1. Backups were stored on the same volume as live data, and were destroyed by the same command. I agree that is a bad design on the vendor's part, but dude's responsibility was to read and understand the system he was using, and he tacitly admits he didn't understand that:
This is the part that should be a red alert for every Railway customer reading this. Railway markets volume backups as a data-resiliency feature. But per their own docs: "wiping a volume deletes all backups."
2. No, I think you misread - he says he didn't understand the token's scope:
We had no idea — and Railway's token-creation flow gave us no warning — that the same token had blanket authority across the entire Railway GraphQL API, including destructive operations like volumeDelete. Had we known a CLI token created for routine domain operations could also delete production volumes, we would never have stored it.
3. DR !=backups. Disaster recovery is is ensuring you have a path back to operational health from disasters. It is a set of plans, procedures and assets that has to be rehearsed. We test our ours once a year; if you are not exercising your procedures, you don't have a DR plan.
Further, the "agent obtained the key itself" - from stuff it was allowed to dig through. It found the credential hardcoded in a script it has access to. This required three different fuckups to happen:
(1) They didn't understand the scope of the token - see above.
(2) They hardcoded the token (which they didn't understand to be 'root' scoped) in a script. This turns any disclosure into a full compromise.
(3) They obviously let the robot root around lots of stuff it shouldn't have access to. Even aside from the disaster that happened, that's an invitation for adversarial disclosure - if this didn't get them, something else would have at some point.
Replace the word "AI agent" with "rogue employee". Would you blame yourself for them going postal and burning your business down?
To start with the utterly obvious, an LLM is not a human, and if you attempt to substitute one for the other, you are necessarily taking responsibility for the robot's actions. This is the same logic as not leaving weapons laying around where kids can find them, except some do kids have the capacity to know better than to use them.
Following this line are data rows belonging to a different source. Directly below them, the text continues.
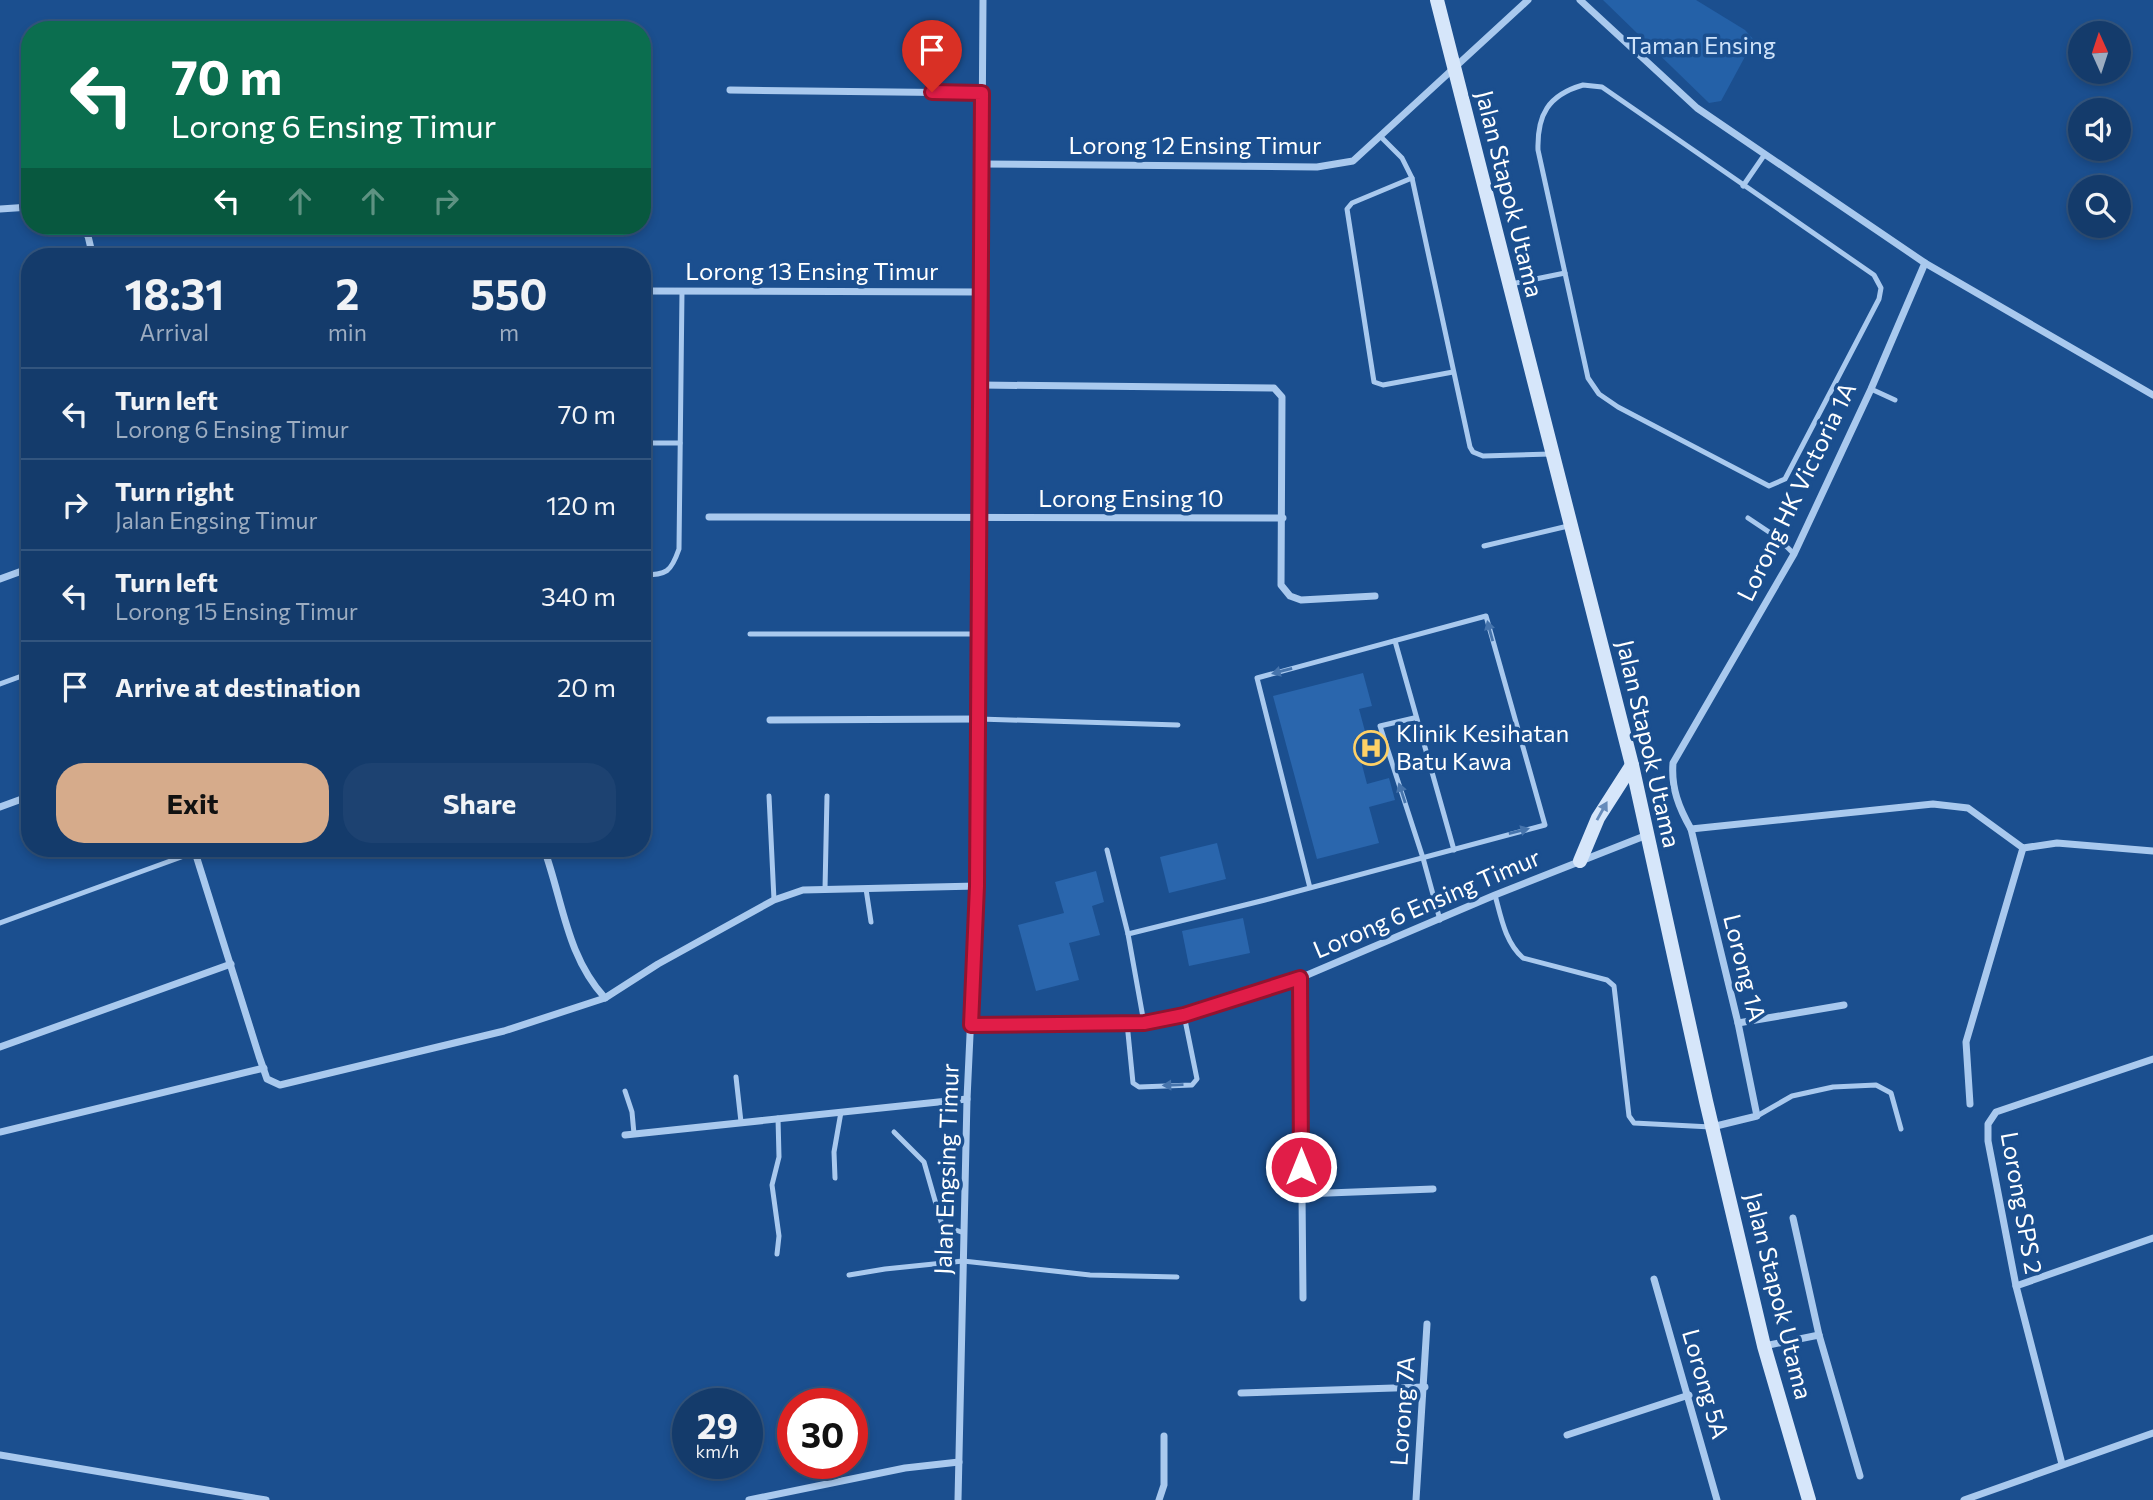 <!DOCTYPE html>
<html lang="en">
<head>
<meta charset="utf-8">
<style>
	body { margin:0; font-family:Commissioner,sans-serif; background:#1d4271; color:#f1f3f6; height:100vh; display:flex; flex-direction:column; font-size:26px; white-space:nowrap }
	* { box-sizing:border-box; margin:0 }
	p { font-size:23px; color:#9dadc1 }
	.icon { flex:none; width:38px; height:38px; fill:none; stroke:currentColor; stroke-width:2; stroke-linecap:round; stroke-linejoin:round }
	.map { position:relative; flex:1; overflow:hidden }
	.side { position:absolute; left:21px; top:248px; width:630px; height:609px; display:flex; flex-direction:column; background:#143b6b; border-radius:28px; box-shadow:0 4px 10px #0003,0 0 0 2px #33557e }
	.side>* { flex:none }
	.guide { position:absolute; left:21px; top:21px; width:630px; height:214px; border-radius:28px; box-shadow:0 4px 10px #0003,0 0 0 2px #33557e; background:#0b6e4f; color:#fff; overflow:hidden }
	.needle { width:46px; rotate:357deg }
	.buttons { position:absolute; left:2068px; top:21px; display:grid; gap:14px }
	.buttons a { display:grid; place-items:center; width:63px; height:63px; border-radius:50%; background:#143b6b; box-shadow:0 4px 10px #0003,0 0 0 2px #33557e; font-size:35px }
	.speed { position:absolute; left:672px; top:1388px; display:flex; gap:14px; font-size:35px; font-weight:700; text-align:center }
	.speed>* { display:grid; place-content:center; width:91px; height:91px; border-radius:50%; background:#143b6b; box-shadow:0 4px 10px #0003,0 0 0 2px #33557e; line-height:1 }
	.speed small { font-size:18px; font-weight:400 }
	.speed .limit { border:10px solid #d22; background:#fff; color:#111 }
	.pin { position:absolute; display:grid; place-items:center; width:60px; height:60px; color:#fff; margin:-72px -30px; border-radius:50% 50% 50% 0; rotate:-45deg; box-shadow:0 0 7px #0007 }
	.pin .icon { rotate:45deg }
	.me { position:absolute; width:77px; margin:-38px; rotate:0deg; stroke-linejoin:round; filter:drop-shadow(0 0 5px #0008) }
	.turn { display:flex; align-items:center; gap:24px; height:147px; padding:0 35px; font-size:32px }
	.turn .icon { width:91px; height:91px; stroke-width:2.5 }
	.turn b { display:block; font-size:49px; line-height:60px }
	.lanes { display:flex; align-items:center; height:66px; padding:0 35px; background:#0003; justify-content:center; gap:35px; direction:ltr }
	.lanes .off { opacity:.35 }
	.eta { display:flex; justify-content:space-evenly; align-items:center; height:119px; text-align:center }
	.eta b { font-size:42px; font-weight:700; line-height:49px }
	.button { display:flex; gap:14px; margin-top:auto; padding:14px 35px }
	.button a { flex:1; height:80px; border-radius:28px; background:#d6ab8b; color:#111; font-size:28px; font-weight:700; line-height:80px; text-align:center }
	.button a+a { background:#1d4271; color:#f1f3f6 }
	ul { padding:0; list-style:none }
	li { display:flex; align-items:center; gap:21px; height:91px; padding:0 35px; border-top:2px solid #33557e }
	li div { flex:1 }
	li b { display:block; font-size:26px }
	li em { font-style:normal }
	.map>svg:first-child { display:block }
</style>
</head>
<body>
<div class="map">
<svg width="2153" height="1500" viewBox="0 0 2153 1500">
	<rect width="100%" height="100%" fill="#1b4f8f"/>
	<polygon fill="#2461a8" points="1603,0 1696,0 1745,30 1754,40 1721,101 1709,103"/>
	<g fill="#2a66ad">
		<polygon points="1363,673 1372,706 1359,709 1366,735 1355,738 1367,784 1389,778 1395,800 1369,807 1379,843 1317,859 1273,696"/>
		<polygon points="1217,843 1226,879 1169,893 1160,857"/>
		<polygon points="1096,871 1104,902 1092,906 1100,935 1069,943 1079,980 1036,991 1018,925 1064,913 1055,882"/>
		<polygon points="1243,918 1250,953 1189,966 1182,931"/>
	</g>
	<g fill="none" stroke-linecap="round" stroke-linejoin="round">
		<g stroke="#a9c9ee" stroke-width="5">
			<path d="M1583,85l19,2 272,188 7,13 -2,11 -94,180 -16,7 -151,-79 -19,-13 -11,-16 -50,-228c-1,-35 10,-55 45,-65z"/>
			<polyline points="1381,137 1402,158 1412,178 1470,447 1473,452 1483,456 1551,454"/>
			<polyline points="1412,178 1352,203 1347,209 1374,382 1383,385 1453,372"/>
			<polyline points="1743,186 1765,154"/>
			<polyline points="1511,284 1565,273"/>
			<polyline points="1871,389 1895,400"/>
			<polyline points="642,443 680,443"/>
			<polyline points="1748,518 1778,538 1794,554"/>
			<polyline points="1484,546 1568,526"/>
			<path d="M642,575c25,0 29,-3 37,-26l3,-258"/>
			<polyline points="750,634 979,634"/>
			<polyline points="1395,641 1454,850"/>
			<polyline points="0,684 30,673"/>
			<polyline points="1414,718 1380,726 1423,858 1440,920"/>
			<polyline points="979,719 1178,725"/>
			<polyline points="769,796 774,900"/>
			<polyline points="1107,850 1128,934 1144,1023"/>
			<polyline points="825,889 827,796"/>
			<polyline points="866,889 871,922"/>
			<path d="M1495,895c6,22 10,47 28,63l84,22 7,6 15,130 5,7 77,4"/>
			<polyline points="0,923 195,852"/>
			<polyline points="1128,934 1265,900 1545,825 1486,616 1257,678 1310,888"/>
			<polyline points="1127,1023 1133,1083 1139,1087 1192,1085 1197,1079 1184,1015"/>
			<polyline points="736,1077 741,1122"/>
			<polyline points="625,1091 632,1112 634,1134"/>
			<polyline points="1757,1116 1792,1096 1833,1087 1876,1085 1891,1093 1901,1129"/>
			<polyline points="894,1132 924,1162 942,1225 964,1233"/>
			<polyline points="835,1178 834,1152 841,1112"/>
			<polyline points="777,1254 779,1236 772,1185 779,1157 778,1118"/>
			<polyline points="849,1275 885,1269 963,1261 1090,1275 1177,1277"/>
		</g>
		<g stroke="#a9c9ee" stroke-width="7">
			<polyline points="1580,0 1697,108 1925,263 2153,395"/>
			<polyline points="730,90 982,93"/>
			<polyline points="982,164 1317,167 1353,161 1528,0"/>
			<polyline points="0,209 30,207"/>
			<polyline points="80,226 88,236 93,257"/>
			<path d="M1925,263l-54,126 -77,165 -121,209c-2,25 6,45 18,66l242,-25 35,4 55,40 34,-5 96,8"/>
			<polyline points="642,291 981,292"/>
			<polyline points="981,385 1274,388 1282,397 1281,585 1290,596 1301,600 1375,596"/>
			<polyline points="709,517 1283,518"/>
			<polyline points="0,579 30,568"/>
			<polyline points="770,720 979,719"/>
			<polyline points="0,807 30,796"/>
			<polyline points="1691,829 1738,1023 1757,1116 1712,1127"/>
			<polyline points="194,849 259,1056 267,1079 280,1085 504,1031 605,998"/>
			<path d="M544,849c19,52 22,106 61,149l53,-34 116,-64 29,-10 174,-4"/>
			<polyline points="1300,978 1302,1194 1433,1189"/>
			<polyline points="1738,1023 1844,1005"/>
			<polyline points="971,1025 1144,1023 1184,1015 1300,978 1495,895 1647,835"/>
			<polyline points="0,1047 231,964"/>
			<polyline points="1970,1104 1966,1042 2023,848"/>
			<polyline points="0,1132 264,1068"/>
			<polyline points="625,1135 967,1099"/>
			<polyline points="1302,1194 1303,1298"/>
			<polyline points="1793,1218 1819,1335 1860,1476"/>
			<polyline points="1654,1279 1717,1500"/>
			<polyline points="2016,1286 2153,1238"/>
			<polyline points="1764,1346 1819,1335"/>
			<polyline points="1241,1393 1425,1387"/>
			<polyline points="1567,1435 1689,1395"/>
			<polyline points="0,1455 266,1500"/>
			<polyline points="2062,1464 2016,1286 1988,1141 1988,1124 1996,1112 2153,1059"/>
			<polyline points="749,1500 905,1468 959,1462"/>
			<polyline points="958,1500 967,1099 977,886 983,0"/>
			<polyline points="1159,1500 1164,1485 1164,1436"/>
			<polyline points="1416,1500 1427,1324"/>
			<polyline points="1964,1500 2153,1433"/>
		</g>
		<g stroke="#d6e6fa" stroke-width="14">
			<polyline points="1437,0 1632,765 1706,1101 1764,1346 1809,1500"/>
			<polyline points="1580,861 1598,818 1632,765"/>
		</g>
	</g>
	<defs><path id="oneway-solid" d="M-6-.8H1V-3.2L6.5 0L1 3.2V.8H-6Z" transform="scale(1.75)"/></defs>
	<g fill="#4674ac">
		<use href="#oneway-solid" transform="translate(1490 631) rotate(-105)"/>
		<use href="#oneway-solid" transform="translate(1282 671) rotate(165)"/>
		<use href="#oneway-solid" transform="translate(1402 793) rotate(-108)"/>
		<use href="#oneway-solid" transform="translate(1519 831) rotate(-14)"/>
		<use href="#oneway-solid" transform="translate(1173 1085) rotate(178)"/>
	</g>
	<use fill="#668bba" href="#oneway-solid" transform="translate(1602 811) rotate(-61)"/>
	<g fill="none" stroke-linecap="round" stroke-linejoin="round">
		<g stroke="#92132f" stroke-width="18">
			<polyline id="route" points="932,92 982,93 977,886 971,1025 1144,1023 1184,1015 1300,978 1301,1167"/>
		</g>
		<use href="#route" stroke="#e11d48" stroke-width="12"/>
	</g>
	<defs>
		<g id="hospital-ring" transform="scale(1.75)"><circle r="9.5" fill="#1b4f8f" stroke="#ffd166" stroke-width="1.5"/><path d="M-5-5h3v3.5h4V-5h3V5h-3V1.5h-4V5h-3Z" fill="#ffd166"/></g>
	</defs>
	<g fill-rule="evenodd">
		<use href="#hospital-ring" x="1371" y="748"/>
	</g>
	<g text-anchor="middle" stroke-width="7" stroke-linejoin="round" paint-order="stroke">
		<g font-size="24" fill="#cfe3fa" stroke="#1b4f8f">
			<text x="1701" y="54">Taman Ensing</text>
		</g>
		<g font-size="24" fill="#fff" stroke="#1b4f8f">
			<text x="1195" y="154">Lorong 12 Ensing Timur</text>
			<text transform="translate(1509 194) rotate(76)" y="8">Jalan Stapok Utama</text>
			<text x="812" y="280">Lorong 13 Ensing Timur</text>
			<text transform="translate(1797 492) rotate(-64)" y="8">Lorong HK Victoria 1A</text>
			<text x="1131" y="507">Lorong Ensing 10</text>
			<text transform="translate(1648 744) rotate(77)" y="8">Jalan Stapok Utama</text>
			<text transform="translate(1427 904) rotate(-23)" y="8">Lorong 6 Ensing Timur</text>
			<text transform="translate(1744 968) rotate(76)" y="8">Lorong 1A</text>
			<text transform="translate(947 1169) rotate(-88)" y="8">Jalan Engsing Timur</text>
			<text transform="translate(2021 1203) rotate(80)" y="8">Lorong SPS 2</text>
			<text transform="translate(1778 1296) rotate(76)" y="8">Jalan Stapok Utama</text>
			<text transform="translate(1705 1384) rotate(74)" y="8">Lorong 5A</text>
			<text transform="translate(1403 1411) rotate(-86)" y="8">Lorong 7A</text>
		</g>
		<g font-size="24" fill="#fff" stroke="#1b4f8f" text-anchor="start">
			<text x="1396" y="742">Klinik Kesihatan<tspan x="1396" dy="28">Batu Kawa</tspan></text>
		</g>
	</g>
</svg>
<div class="buttons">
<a><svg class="needle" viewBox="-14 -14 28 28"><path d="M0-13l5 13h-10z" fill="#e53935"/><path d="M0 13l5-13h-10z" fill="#9dadc1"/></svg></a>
<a><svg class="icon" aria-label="sound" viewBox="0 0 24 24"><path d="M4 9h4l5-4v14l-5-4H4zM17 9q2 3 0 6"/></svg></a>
<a><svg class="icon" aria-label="search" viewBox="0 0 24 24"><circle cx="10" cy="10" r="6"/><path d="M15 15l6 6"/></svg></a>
</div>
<div class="speed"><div>29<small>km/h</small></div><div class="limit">30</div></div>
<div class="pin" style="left:932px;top:92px;background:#d93025"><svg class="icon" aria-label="arrive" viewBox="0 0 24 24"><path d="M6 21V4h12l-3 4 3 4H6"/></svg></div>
<svg class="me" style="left:1301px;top:1167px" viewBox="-20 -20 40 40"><circle r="17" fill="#e11d48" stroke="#fff" stroke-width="3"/><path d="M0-11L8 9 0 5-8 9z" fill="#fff"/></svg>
<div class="guide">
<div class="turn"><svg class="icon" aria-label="left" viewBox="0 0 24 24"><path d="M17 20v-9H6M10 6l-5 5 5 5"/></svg><div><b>70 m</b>Lorong 6 Ensing Timur</div></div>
<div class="lanes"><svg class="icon" aria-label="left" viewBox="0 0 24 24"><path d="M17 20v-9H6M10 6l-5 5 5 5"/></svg><svg class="icon off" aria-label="ahead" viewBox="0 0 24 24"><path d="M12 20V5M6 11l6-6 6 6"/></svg><svg class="icon off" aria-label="ahead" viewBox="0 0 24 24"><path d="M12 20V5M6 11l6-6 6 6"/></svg><svg class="icon off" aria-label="right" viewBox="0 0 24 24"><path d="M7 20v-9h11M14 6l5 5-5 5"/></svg></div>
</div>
<section class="side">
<div class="eta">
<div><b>18:31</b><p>Arrival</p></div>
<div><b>2</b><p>min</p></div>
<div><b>550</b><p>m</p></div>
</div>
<ul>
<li><svg class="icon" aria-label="left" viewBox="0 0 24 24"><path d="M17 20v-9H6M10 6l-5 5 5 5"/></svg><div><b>Turn left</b><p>Lorong 6 Ensing Timur</p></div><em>70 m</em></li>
<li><svg class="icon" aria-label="right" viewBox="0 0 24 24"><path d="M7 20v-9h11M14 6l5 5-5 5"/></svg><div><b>Turn right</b><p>Jalan Engsing Timur</p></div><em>120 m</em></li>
<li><svg class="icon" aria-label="left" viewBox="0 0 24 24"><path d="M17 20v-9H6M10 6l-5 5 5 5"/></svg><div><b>Turn left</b><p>Lorong 15 Ensing Timur</p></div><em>340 m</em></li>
<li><svg class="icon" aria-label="arrive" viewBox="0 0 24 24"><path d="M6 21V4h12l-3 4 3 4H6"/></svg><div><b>Arrive at destination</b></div><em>20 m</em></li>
</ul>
<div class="button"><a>Exit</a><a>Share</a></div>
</section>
</div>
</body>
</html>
That aside, I do agree that in early-stage companies you're not going to have the safeguards you need to survive a rogue employee or carelessly deployed robot, except probably around the bank account. Which is all the more reason to to be careful and understand your tools, or pay someone to do that for you.
The industry is shoehorning this shit into every product and service out there despite multiple documented examples of safeguards not working.
Oh my god. Tech companies are exaggerating their capabilities. This is a never-before seen crisis - how can other companies possibly be expected to understand that advertised claims may not be accurate or products might even be dangerous? My faith in capitalism is crushed. Please pass me my High Noon beverage so I can drink it while driving my Ford Pinto as my kid uses their Samsung Galaxy in the back seat.